• **WORK INSTRUCTION**: Say, as a bare number, how many lines of the listing hold "image".

--- AVAILABLE RECORDS Enclosed Below ---

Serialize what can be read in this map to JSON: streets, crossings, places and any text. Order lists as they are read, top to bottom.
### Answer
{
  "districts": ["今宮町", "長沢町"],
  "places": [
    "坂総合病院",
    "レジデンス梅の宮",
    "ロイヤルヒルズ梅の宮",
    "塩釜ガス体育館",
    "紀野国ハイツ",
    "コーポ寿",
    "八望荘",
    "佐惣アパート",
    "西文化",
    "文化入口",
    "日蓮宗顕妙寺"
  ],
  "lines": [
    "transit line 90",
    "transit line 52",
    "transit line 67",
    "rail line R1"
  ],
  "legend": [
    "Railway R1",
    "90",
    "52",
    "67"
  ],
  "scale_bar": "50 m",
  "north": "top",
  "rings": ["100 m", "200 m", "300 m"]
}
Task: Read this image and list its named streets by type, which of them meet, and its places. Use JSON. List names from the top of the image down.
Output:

--- End of Enclosed AVAILABLE RECORDS ---
--- AVAILABLE RECORDS Enclosed Below ---

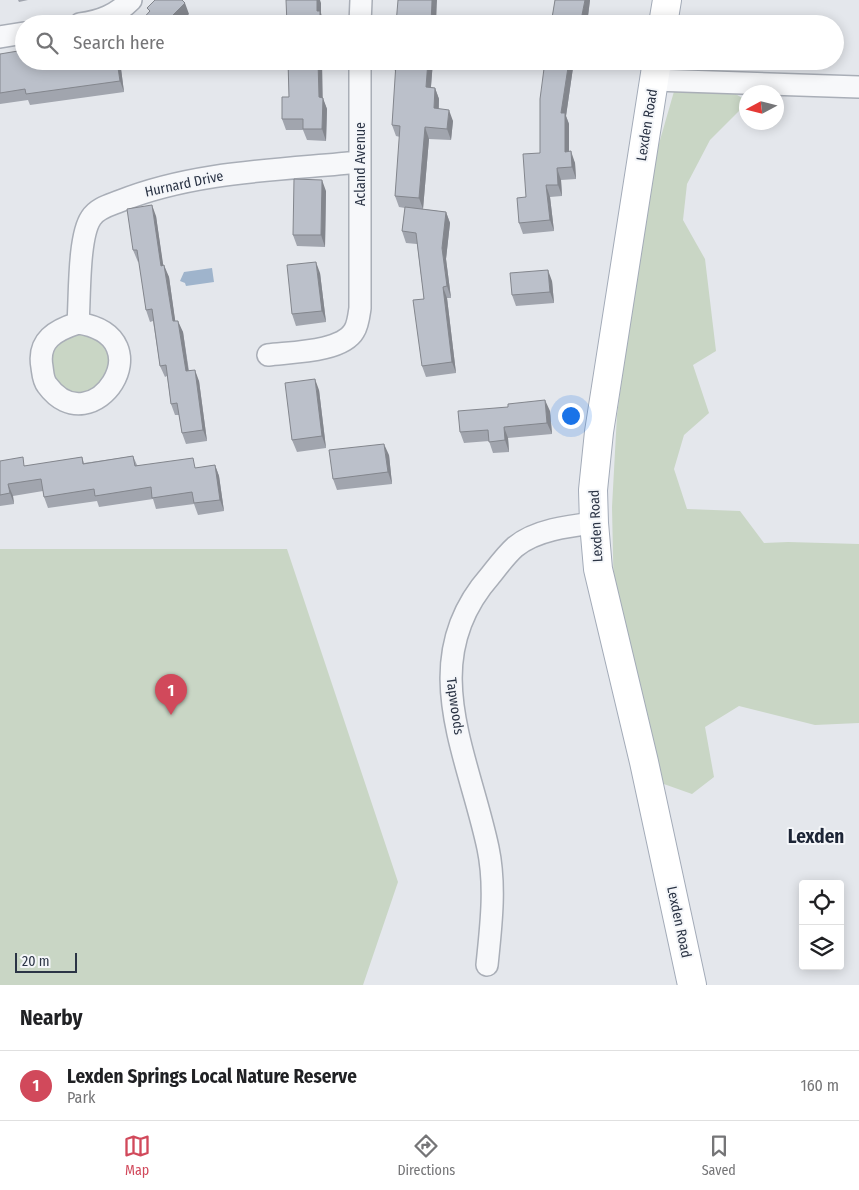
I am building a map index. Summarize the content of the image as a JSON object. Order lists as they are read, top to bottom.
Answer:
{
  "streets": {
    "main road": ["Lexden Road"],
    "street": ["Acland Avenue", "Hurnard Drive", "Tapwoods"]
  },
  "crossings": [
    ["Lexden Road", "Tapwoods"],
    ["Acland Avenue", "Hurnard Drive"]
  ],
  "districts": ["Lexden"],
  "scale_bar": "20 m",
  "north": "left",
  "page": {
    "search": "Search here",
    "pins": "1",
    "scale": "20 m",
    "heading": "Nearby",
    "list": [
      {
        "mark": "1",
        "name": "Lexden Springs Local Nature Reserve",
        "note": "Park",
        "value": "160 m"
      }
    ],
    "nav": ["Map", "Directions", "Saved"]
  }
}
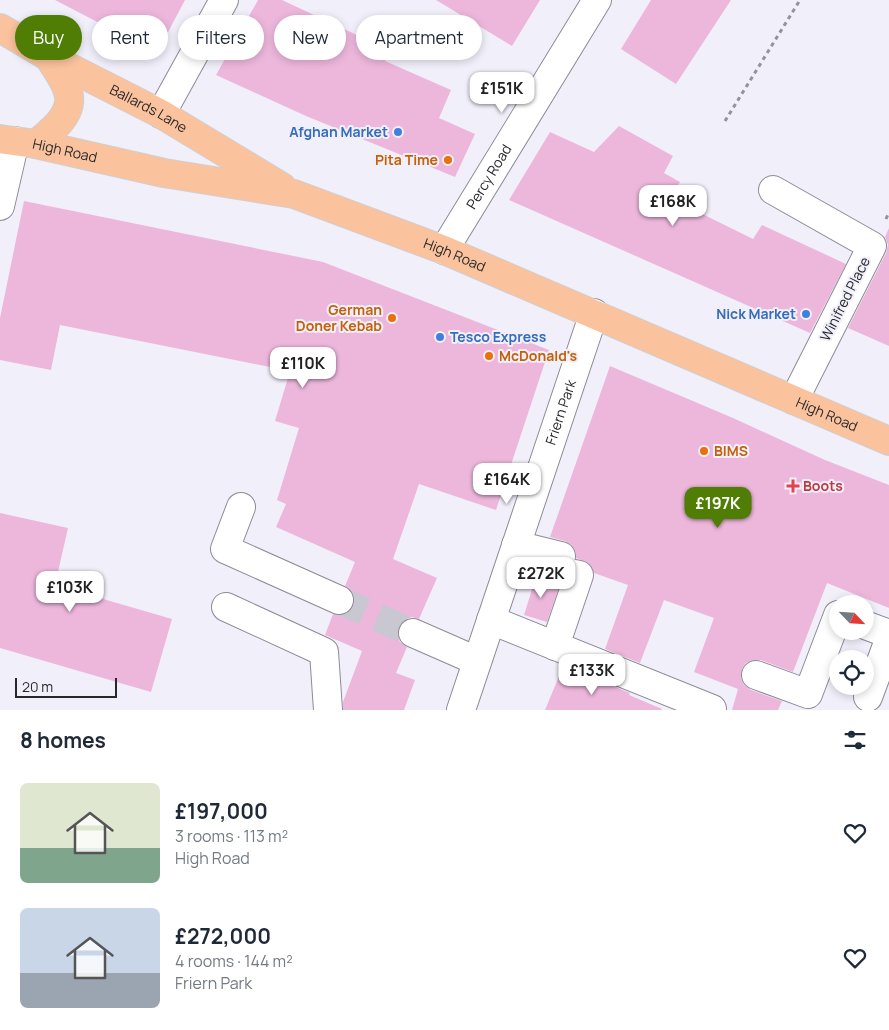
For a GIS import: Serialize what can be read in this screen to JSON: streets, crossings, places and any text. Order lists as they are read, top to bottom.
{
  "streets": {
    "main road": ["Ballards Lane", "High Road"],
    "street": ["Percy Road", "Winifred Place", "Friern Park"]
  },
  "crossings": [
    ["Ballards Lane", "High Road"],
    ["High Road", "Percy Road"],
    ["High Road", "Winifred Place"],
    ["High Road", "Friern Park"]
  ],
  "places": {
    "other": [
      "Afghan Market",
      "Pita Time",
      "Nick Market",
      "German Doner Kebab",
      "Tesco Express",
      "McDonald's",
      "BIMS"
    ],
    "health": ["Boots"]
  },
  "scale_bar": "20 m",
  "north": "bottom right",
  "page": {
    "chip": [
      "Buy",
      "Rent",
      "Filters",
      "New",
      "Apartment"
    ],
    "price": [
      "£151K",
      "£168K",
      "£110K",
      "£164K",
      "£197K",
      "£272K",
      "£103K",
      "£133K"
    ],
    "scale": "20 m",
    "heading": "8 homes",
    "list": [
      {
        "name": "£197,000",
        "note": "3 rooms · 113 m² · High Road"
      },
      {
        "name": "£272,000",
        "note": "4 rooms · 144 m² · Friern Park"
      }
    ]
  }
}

--- End of Enclosed AVAILABLE RECORDS ---
--- AVAILABLE RECORDS Enclosed Below ---

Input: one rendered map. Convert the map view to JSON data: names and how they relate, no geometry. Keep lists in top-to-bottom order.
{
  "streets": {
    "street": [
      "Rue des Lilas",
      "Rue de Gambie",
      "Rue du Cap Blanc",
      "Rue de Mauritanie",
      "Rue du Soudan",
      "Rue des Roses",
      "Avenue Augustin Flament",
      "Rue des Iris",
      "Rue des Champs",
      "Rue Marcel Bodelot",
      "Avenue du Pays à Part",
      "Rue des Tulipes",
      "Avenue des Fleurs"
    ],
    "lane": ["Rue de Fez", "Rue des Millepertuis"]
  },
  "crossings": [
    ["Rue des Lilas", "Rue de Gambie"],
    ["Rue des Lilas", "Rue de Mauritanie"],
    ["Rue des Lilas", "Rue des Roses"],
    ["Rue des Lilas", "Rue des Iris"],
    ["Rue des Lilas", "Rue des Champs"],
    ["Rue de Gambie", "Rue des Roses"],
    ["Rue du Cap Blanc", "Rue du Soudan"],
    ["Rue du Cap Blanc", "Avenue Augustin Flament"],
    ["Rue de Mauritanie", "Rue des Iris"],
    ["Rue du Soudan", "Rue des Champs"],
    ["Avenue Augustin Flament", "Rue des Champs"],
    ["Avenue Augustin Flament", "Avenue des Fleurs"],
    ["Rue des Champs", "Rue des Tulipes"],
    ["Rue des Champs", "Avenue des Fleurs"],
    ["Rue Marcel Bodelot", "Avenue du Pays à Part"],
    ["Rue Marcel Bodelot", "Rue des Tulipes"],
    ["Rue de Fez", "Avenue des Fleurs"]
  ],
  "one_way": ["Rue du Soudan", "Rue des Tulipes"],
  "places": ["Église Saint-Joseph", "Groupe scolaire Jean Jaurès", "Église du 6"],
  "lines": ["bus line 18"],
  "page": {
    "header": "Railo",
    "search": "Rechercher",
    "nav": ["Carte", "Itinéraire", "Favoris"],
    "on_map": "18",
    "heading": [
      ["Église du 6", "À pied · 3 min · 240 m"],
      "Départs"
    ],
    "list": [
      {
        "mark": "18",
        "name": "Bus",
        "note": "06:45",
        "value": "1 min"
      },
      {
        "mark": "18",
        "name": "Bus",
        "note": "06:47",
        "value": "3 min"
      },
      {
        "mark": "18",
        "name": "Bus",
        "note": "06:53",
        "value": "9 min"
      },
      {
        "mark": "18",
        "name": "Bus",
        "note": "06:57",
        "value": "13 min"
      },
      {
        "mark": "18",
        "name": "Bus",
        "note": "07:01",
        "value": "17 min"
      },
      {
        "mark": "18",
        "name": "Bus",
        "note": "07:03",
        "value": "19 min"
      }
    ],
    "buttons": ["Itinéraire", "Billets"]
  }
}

--- End of Enclosed AVAILABLE RECORDS ---

• **ANSWER BOX**: 2